The field passing through a surface
This magnetic flux calculator measures how much magnetic field passes through a given surface. Magnetic flux is the product of the magnetic field strength and the area it threads through, and it captures the total "amount" of field crossing that surface. When the field is perpendicular to a flat area, the flux is simply the field strength multiplied by the area. It is the quantity behind transformers, electric generators, and induction: a changing flux through a coil is what induces a voltage, which is the heart of how most electrical power is produced and converted.
Enter a field strength in tesla and an area in square metres to get the magnetic flux in webers instantly.
For a uniform field perpendicular to a flat surface, the magnetic flux is the field strength multiplied by the area.
Φ = B × AHere Φ is the magnetic flux in webers, B is the magnetic field strength (also called magnetic flux density) in tesla, and A is the area in square metres.
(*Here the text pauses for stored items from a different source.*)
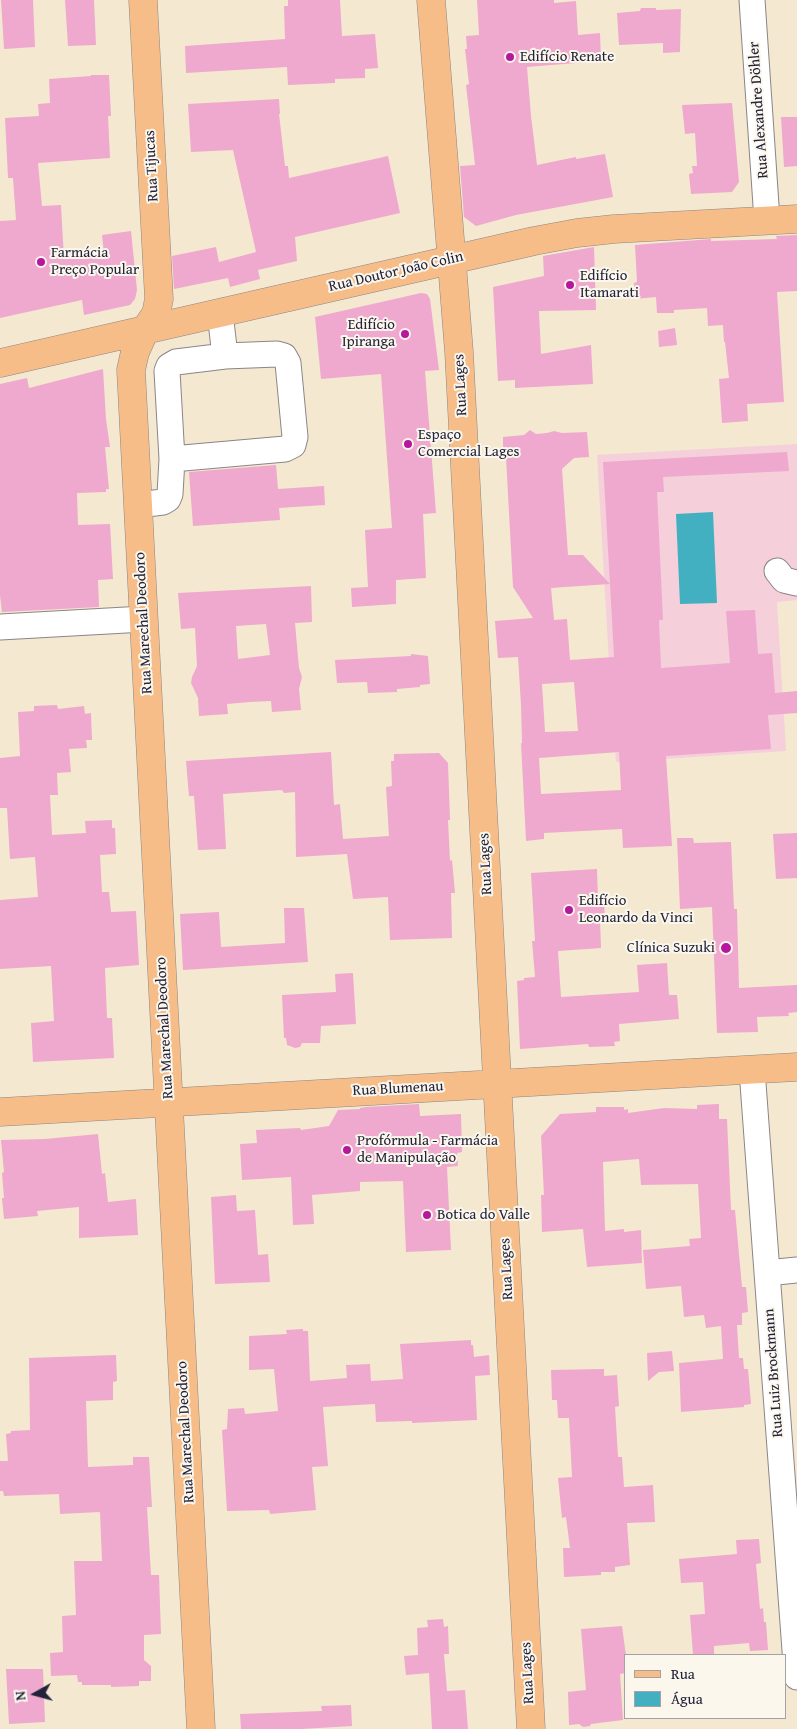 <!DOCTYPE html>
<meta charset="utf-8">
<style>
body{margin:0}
#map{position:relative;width:797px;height:1729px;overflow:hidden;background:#f4e8d0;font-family:"Gentium Book Plus",serif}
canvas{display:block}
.legend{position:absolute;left:624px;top:1654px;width:162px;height:65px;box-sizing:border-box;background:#fbf7ec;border:1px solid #a4a2a5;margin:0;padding:6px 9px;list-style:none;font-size:15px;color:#22223b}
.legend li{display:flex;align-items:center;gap:10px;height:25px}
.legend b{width:25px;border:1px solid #a4a2a5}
.north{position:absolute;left:10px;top:1669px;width:50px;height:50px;-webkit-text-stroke:4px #fbf7ec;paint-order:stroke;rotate:263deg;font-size:14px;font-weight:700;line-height:20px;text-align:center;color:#22223b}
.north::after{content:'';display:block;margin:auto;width:18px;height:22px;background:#22223b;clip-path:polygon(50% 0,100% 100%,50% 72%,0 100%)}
</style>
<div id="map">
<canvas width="797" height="1729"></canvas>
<ul class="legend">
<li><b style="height:6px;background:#f7bd88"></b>Rua</li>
<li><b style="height:14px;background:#43b0c1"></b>Água</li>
</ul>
<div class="north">N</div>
</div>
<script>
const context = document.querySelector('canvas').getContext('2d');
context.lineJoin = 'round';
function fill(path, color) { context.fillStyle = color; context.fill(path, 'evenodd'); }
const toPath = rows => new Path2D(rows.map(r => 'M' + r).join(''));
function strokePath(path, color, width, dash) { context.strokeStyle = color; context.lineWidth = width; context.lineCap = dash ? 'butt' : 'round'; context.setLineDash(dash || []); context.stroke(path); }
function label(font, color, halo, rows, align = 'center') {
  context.font = font + ' "Gentium Book Plus",serif'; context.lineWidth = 4; context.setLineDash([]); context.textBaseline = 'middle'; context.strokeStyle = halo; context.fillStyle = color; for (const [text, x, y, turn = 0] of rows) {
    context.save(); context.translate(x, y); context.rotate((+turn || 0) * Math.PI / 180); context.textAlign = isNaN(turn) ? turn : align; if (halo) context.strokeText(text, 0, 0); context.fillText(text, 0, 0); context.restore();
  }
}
const built = toPath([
 [797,444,797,600,777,602,786,751,616,762,611,697,597,455]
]);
const water = toPath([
 [713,512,717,603,680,604,676,514]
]);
const building = toPath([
 [1,0,33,0,35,47,4,49],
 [65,0,94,0,96,45,68,46],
 [288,0,340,0,342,36,375,34,378,68,365,69,365,78,335,79,335,83,288,85,287,67,186,73,185,46,285,39,284,6,288,6],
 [477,0,554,0,554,3,576,1,578,35,600,33,601,61,527,67,531,116,537,165,576,157,576,159,605,154,613,197,516,215,476,226,464,217,460,166,475,165,466,85,469,84,465,49,467,49,466,36,479,35],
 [641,8,656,8,656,10,681,9,680,52,663,53,663,43,619,45,617,13,640,11],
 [91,75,109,75,111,116,108,116,110,158,38,163,42,206,61,205,64,259,104,253,102,235,131,231,137,290,135,299,130,305,84,315,82,300,0,318,0,221,16,220,13,178,8,178,5,118,39,116,38,104,50,103,49,79,91,76],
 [279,99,280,114,279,114,285,166,288,166,289,178,388,156,400,213,295,237,297,261,258,270,260,279,230,287,228,278,174,289,172,256,216,247,219,262,256,252,233,150,191,152,188,104],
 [732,103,739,182,732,192,691,194,689,174,693,173,692,166,697,166,695,133,685,134,682,105],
 [781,117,797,117,797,166,784,167],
 [797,235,797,291,777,292,784,402,747,404,748,421,722,423,719,379,729,378,725,342,724,342,723,325,708,326,707,308,674,310,674,313,657,313,656,297,635,299,634,283,637,282,635,245,711,239,711,241,777,239,776,236],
 [594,247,596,310,539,311,541,354,591,345,593,384,515,388,515,380,498,381,493,287,544,276,543,256],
 [421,293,427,294,430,299,439,370,425,371,436,513,423,514,426,578,396,580,396,604,352,607,351,588,368,587,365,530,392,528,381,374,321,379,315,317],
 [675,328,677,345,659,347,658,331],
 [103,369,106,419,110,447,105,447,109,489,106,489,106,492,77,493,78,525,110,524,113,579,98,580,99,607,2,612,0,595,0,384,27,378,29,388],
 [530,430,536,434,547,433,554,431,562,433,587,432,589,457,574,458,562,469,568,555,583,555,610,584,603,462,787,452,789,471,663,477,664,492,657,492,663,620,659,620,661,668,730,663,726,611,755,610,758,654,772,653,775,693,797,691,797,713,768,715,771,749,666,756,672,846,623,848,622,829,544,833,544,839,526,841,521,743,522,743,521,705,518,657,498,658,495,621,533,618,513,587,506,457,503,452,503,437,524,435],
 [610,584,614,657,570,660,567,619,554,620,551,588],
 [574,682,578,731,545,732,542,684],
 [619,752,621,790,541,794,539,758],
 [276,465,278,489,324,486,325,505,279,508,280,520,193,526,189,472],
 [311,586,312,622,295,623,299,668,302,677,299,689,301,710,272,712,271,701,250,702,227,704,228,714,199,716,198,698,191,683,192,677,197,666,195,628,181,629,178,593],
 [266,624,270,655,238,659,236,626],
 [411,654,428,656,430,684,420,685,420,687,397,689,397,692,368,693,367,682,337,683,335,660,411,656],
 [57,705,58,709,84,706,85,714,91,713,92,740,86,740,87,748,69,749,71,772,57,773,58,795,50,795,52,835,86,833,85,821,112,820,112,828,115,828,116,854,100,855,102,892,109,892,111,912,136,911,139,965,105,968,107,1018,112,1018,114,1058,33,1062,31,1023,54,1021,51,966,0,969,0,900,38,897,35,857,10,859,7,808,0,808,0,758,20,756,18,712,34,711,34,706],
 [331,752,334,805,340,804,343,839,389,836,386,787,392,786,391,761,394,761,394,754,439,753,448,763,450,820,448,820,450,861,452,860,455,893,451,893,452,938,390,940,388,897,353,899,347,854,296,857,295,792,284,793,282,790,223,794,226,849,198,850,194,796,189,796,186,761],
 [797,833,797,878,776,879,773,834],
 [677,838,693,838,694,843,731,842,734,909,737,909,739,988,797,985,797,1012,788,1013,789,1016,757,1017,758,1032,717,1033,712,907,680,909],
 [597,869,598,899,604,899,605,919,600,919,601,948,558,951,561,997,639,992,637,965,667,963,669,995,677,995,679,1019,619,1024,620,1041,614,1042,615,1046,589,1047,588,1044,520,1049,517,981,524,980,524,978,535,977,532,941,535,941,531,873],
 [284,908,304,908,308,962,183,970,180,914,219,912,221,947,285,943],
 [353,973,356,1024,321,1026,320,1043,302,1043,300,1047,295,1048,287,1045,286,1038,284,1038,282,995,336,992,335,974],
 [419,1104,420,1116,461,1114,462,1152,457,1153,458,1166,447,1167,451,1250,406,1252,403,1181,360,1182,360,1191,312,1195,314,1224,293,1225,291,1177,242,1180,240,1144,257,1143,256,1130,300,1128,301,1130,329,1126,338,1110,360,1109,360,1108,366,1107],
 [719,1104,719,1119,727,1119,731,1210,735,1210,742,1287,746,1287,748,1312,742,1313,742,1325,737,1325,739,1358,743,1358,744,1369,748,1369,751,1404,744,1405,744,1407,681,1412,679,1363,723,1359,721,1326,706,1328,704,1315,684,1317,681,1286,646,1289,643,1250,690,1246,689,1239,701,1238,698,1184,641,1185,639,1159,603,1162,605,1231,624,1229,624,1232,641,1230,642,1263,587,1267,583,1229,542,1232,541,1195,544,1195,541,1136,560,1114,596,1112,596,1107,624,1107,624,1110,628,1109,628,1113,664,1108,697,1109,697,1105],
 [98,1134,102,1174,105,1173,108,1202,136,1199,138,1235,79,1238,79,1207,37,1211,38,1216,4,1219,2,1198,4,1198,2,1173,4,1172,1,1140,45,1139],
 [236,1195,237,1211,255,1210,258,1255,268,1254,270,1282,215,1284,211,1197],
 [303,1329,303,1331,308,1331,310,1381,347,1378,346,1365,370,1364,371,1381,403,1379,400,1344,471,1340,471,1345,473,1345,474,1357,489,1355,490,1375,475,1376,477,1420,412,1423,412,1421,376,1422,375,1404,323,1407,328,1466,312,1467,316,1510,270,1514,269,1510,227,1511,222,1430,227,1429,228,1409,244,1408,245,1414,278,1411,274,1369,249,1370,249,1336,287,1334,286,1330],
 [672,1351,674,1371,659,1372,648,1381,647,1353],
 [116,1355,117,1381,113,1382,113,1400,86,1401,88,1467,133,1465,133,1457,149,1457,152,1507,147,1507,151,1575,159,1575,161,1634,144,1635,144,1660,151,1666,151,1681,139,1681,139,1686,111,1687,111,1685,82,1685,82,1682,78,1682,77,1675,51,1676,50,1653,63,1652,62,1616,76,1615,74,1561,102,1561,100,1512,60,1514,59,1494,4,1496,3,1491,0,1491,0,1461,8,1461,6,1434,11,1433,11,1431,30,1430,29,1358],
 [604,1369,604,1376,617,1375,619,1406,615,1407,618,1457,622,1457,624,1487,653,1485,655,1522,627,1523,630,1565,615,1567,615,1572,601,1572,601,1575,564,1577,563,1548,570,1548,566,1517,562,1518,558,1478,572,1477,569,1418,558,1418,557,1400,552,1400,551,1370],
 [759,1539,761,1563,756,1564,760,1609,763,1608,764,1622,766,1622,768,1650,750,1651,749,1643,714,1646,714,1654,693,1655,690,1615,705,1614,703,1582,681,1583,679,1559,737,1554,736,1540],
 [443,1619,444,1627,448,1626,449,1654,444,1654,447,1691,465,1690,468,1729,432,1729,429,1673,406,1675,404,1656,418,1655,417,1628,428,1627,427,1620],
 [622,1626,626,1656,626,1673,620,1674,623,1720,591,1724,590,1726,583,1727,579,1724,569,1725,568,1692,586,1690,581,1629],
 [6,1669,43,1669,45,1722,9,1724],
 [351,1705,352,1726,302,1729,241,1729,240,1714,322,1711,321,1706]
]);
const minor = toPath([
 [752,0,767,220],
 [172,459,167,371,169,366,176,362,225,356],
 [138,505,163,502,168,499,170,494,172,459,285,449,293,445,295,437,288,363,284,356,277,354,225,356,220,313],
 [777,571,784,580,797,583],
 [0,627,144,619],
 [752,1070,797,1677],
 [767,1273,797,1270]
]);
const major = toPath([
 [143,0,159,299,156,314,145,330,135,352,131,370,201,1729],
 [431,0,459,352,531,1729],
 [0,363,534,241,577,233,614,229,797,219],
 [0,1112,797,1067]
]);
const markers = [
 [510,57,5,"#b5179e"],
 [41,262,5,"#b5179e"],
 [570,285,5,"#b5179e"],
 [405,334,5,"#b5179e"],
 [408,444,5,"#b5179e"],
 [569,910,5,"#b5179e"],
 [726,948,6,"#b5179e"],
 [347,1150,5,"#b5179e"],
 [427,1215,5,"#b5179e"]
];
const poiNames = [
 ["Edifício Renate",520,57],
 ["Farmácia",51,253],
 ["Preço Popular",51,270],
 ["Edifício",580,276],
 ["Itamarati",580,293],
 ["Edifício",395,325,"right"],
 ["Ipiranga",395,342,"right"],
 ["Espaço",418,435],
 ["Comercial Lages",418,452],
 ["Edifício",579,901],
 ["Leonardo da Vinci",579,918],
 ["Clínica Suzuki",715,948,"right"],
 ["Profórmula - Farmácia",357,1141],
 ["de Manipulação",357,1158],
 ["Botica do Valle",437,1215]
];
const streetNames = [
 ["Rua Alexandre Döhler",759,110,-94],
 ["Rua Tijucas",152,166,-93],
 ["Rua Doutor João Colin",396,272,-13],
 ["Rua Lages",461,385,-93],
 ["Rua Marechal Deodoro",144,623,-93],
 ["Rua Lages",486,864,-93],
 ["Rua Marechal Deodoro",165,1028,-93],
 ["Rua Blumenau",398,1089,-3],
 ["Rua Lages",507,1269,-93],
 ["Rua Luiz Brockmann",774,1373,-94],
 ["Rua Marechal Deodoro",186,1432,-93],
 ["Rua Lages",528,1673,-93]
];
fill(built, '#f5cfd9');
fill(water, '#43b0c1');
fill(building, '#efa9ce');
strokePath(minor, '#8b8586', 27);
strokePath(major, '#8b8586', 29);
strokePath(minor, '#fff', 25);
strokePath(major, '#f7bd88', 28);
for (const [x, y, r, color] of markers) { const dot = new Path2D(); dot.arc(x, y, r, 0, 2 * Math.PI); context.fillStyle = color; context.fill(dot); strokePath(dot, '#fbf7ec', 2); }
label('15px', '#22223b', '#fbf7ec', poiNames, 'left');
label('15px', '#22223b', '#fbf7ec', streetNames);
</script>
Suppose a uniform 0.5 T field passes straight through a flat loop of area 0.2 m². Multiplying the two gives Φ = 0.5 × 0.2 = 0.1 Wb. Because flux is a direct product, doubling either the field or the area doubles the flux — there is no squaring or other non-linear term to worry about.
The formula is exact, but a couple of practical points are worth keeping in mind.
Perpendicular field and consistent units
This calculator assumes the magnetic field is uniform and perpendicular to the area. If the field meets the surface at an angle θ from the normal, the flux is reduced to Φ = B × A × cos θ — set θ to zero (cos θ = 1) for a perpendicular field, which is what this calculator computes. Keep your units consistent — tesla for the field and square metres for the area — so the result comes out in webers.